**TRY IT:** Look for "filters" in the records and copy every line that has it.

[Dataset entries]

+---+

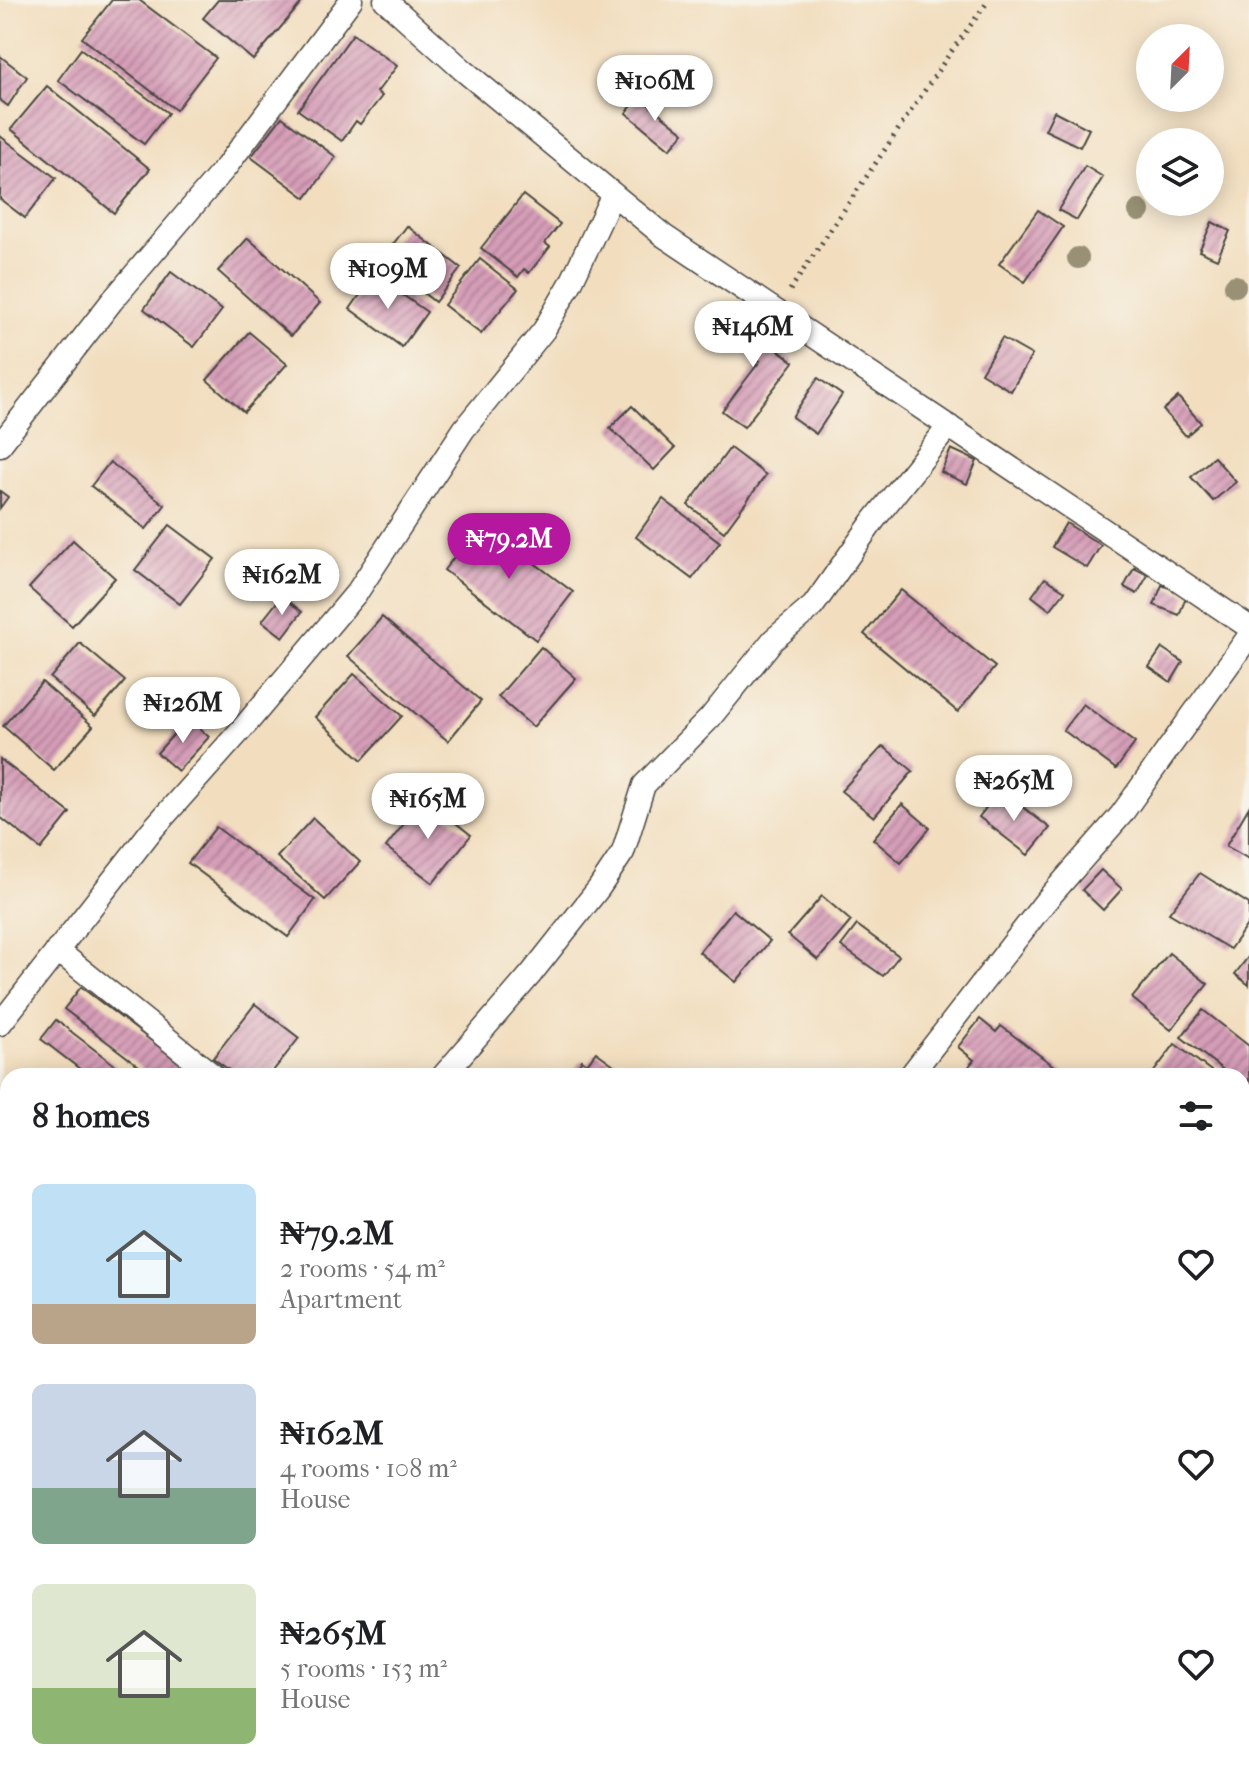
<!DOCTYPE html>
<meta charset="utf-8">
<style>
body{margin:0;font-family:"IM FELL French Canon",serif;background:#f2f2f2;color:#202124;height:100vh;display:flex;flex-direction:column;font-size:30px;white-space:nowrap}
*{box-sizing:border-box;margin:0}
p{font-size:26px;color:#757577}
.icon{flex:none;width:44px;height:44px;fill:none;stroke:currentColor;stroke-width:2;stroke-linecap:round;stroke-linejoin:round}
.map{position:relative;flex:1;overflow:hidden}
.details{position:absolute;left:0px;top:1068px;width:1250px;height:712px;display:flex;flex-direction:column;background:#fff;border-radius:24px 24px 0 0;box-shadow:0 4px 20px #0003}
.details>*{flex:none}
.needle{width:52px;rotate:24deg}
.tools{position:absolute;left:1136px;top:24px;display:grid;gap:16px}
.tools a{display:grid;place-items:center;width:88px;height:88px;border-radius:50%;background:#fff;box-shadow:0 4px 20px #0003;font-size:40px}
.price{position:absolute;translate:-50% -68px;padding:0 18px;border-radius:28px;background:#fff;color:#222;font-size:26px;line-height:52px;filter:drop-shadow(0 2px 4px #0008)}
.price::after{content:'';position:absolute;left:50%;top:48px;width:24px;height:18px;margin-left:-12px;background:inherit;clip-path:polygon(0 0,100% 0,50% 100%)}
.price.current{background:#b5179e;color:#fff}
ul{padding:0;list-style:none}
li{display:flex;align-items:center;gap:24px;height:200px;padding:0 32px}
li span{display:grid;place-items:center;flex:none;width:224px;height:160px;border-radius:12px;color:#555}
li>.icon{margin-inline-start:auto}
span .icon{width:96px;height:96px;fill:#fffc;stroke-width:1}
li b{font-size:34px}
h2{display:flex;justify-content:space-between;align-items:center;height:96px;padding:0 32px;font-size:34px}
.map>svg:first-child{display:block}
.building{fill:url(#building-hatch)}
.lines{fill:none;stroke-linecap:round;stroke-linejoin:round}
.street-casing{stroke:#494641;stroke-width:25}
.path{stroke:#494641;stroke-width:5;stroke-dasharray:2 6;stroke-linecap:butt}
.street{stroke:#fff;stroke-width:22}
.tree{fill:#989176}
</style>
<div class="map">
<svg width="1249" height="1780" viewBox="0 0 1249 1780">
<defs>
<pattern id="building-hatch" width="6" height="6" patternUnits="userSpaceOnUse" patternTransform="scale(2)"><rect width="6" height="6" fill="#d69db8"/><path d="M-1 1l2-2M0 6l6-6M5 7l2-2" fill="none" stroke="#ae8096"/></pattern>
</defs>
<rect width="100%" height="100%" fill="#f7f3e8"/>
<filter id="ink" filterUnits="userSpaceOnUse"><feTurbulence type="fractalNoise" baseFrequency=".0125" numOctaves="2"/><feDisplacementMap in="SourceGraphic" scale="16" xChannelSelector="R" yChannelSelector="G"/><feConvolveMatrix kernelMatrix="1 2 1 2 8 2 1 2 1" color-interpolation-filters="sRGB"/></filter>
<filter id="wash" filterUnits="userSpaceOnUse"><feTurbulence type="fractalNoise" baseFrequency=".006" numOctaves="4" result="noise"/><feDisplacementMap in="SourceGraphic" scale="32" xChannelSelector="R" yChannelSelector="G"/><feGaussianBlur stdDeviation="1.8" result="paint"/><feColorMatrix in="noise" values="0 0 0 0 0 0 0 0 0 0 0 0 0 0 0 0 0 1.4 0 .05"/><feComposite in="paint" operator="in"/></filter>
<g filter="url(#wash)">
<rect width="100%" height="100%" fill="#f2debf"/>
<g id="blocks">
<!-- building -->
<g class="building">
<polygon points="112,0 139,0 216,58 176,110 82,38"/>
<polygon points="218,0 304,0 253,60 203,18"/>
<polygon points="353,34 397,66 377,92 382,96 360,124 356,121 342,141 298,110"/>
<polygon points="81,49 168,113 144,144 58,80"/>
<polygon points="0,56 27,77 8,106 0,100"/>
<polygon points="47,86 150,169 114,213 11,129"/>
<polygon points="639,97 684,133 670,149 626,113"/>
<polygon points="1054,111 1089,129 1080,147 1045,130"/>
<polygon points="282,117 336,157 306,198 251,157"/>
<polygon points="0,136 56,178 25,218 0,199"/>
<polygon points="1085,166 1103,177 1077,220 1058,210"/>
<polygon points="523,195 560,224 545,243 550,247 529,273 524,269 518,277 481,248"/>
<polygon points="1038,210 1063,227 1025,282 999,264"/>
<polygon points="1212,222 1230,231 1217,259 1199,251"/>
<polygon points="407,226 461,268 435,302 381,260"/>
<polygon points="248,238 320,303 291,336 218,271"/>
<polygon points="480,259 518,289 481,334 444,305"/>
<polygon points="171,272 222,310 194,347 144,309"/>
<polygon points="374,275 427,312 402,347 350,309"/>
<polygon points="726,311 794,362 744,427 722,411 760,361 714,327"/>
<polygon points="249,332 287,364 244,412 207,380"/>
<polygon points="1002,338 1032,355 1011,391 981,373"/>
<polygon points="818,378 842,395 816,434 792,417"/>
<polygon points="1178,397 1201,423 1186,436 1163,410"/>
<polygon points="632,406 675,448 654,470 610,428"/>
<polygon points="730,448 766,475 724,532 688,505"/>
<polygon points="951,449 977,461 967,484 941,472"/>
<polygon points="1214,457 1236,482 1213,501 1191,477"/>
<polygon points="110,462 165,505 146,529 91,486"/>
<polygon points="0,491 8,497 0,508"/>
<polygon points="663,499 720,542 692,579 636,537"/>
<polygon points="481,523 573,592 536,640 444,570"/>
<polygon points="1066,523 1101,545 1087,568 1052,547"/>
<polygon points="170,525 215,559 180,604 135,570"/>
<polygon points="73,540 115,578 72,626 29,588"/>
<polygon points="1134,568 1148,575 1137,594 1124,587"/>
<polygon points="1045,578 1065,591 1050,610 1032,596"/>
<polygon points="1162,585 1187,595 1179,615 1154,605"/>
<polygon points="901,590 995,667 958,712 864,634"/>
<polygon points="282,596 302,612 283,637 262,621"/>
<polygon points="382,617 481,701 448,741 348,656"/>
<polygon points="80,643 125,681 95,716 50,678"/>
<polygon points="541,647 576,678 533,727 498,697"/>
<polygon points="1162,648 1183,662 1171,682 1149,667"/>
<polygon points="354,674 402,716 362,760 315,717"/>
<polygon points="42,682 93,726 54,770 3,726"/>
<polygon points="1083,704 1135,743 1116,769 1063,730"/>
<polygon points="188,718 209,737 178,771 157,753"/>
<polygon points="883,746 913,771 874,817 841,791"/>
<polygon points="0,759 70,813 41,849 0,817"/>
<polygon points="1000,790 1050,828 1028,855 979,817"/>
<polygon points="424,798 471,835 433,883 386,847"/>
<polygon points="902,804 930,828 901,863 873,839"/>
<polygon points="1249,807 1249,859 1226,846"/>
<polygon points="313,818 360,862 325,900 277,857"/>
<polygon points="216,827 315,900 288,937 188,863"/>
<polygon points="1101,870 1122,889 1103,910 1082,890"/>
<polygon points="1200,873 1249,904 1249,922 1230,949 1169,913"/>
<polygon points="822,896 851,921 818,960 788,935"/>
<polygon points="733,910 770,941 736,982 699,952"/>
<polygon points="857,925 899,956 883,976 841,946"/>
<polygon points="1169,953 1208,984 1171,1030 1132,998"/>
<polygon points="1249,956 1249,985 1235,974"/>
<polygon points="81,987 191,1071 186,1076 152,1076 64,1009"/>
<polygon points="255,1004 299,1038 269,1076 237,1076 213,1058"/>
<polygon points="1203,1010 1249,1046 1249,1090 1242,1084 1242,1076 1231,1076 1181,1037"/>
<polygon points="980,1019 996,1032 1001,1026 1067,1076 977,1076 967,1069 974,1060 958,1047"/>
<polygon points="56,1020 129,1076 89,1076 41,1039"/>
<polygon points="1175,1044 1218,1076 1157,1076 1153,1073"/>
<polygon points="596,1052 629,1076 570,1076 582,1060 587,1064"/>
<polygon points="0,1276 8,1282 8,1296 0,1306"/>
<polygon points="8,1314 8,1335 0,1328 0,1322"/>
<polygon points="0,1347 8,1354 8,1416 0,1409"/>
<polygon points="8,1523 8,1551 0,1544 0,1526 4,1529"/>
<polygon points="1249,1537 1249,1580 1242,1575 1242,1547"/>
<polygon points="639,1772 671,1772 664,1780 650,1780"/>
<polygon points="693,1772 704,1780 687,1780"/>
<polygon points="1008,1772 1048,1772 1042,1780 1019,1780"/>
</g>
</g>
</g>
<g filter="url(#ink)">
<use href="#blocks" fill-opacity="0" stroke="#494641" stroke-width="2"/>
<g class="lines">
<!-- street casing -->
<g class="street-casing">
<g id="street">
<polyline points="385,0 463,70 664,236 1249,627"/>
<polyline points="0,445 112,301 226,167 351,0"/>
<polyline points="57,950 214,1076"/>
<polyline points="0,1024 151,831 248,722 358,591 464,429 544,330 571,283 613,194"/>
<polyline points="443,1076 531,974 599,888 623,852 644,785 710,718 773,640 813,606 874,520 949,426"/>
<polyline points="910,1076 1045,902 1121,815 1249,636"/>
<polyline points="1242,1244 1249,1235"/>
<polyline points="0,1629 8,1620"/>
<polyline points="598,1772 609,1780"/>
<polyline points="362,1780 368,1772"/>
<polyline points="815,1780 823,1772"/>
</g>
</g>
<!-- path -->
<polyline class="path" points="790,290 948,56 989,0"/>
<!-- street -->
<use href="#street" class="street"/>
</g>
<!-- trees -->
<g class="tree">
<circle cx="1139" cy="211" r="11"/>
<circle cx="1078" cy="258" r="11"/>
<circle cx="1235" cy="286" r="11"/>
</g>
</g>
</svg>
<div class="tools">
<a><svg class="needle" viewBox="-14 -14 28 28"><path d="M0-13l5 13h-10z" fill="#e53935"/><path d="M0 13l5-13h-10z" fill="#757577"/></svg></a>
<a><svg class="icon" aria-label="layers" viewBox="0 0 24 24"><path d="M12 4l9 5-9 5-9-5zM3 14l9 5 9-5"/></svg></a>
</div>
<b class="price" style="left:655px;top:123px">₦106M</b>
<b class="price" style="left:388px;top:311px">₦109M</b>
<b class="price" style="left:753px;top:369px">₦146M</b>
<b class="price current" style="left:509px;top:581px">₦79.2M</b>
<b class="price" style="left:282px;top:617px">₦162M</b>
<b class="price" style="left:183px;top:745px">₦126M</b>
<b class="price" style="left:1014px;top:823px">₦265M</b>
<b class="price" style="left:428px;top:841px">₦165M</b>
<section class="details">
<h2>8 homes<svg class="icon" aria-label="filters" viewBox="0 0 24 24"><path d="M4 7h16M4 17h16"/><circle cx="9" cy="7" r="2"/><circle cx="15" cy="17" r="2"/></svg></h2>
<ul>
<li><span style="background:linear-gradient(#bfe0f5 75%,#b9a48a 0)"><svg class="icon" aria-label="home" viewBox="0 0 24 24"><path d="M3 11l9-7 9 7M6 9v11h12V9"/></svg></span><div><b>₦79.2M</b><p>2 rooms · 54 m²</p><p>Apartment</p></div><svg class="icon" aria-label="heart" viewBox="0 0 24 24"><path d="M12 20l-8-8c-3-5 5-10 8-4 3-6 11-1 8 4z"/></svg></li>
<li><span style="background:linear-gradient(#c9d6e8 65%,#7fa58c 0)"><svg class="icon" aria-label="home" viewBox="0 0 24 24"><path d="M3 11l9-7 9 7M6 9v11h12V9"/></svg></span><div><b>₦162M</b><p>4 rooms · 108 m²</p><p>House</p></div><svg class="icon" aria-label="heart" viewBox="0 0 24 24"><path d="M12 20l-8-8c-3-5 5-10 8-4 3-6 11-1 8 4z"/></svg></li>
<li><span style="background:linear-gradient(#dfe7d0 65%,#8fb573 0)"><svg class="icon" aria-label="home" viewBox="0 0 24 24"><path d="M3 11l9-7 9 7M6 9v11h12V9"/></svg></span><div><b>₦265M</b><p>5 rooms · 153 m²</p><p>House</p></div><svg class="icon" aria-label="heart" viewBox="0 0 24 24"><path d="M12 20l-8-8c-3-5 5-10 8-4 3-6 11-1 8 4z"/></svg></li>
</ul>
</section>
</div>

+---+

**RESPONSE BOX:**
<filter id="ink" filterUnits="userSpaceOnUse"><feTurbulence type="fractalNoise" baseFrequency=".0125" numOctaves="2"/><feDisplacementMap in="SourceGraphic" scale="16" xChannelSelector="R" yChannelSelector="G"/><feConvolveMatrix kernelMatrix="1 2 1 2 8 2 1 2 1" color-interpolation-filters="sRGB"/></filter>
<h2>8 homes<svg class="icon" aria-label="filters" viewBox="0 0 24 24"><path d="M4 7h16M4 17h16"/><circle cx="9" cy="7" r="2"/><circle cx="15" cy="17" r="2"/></svg></h2>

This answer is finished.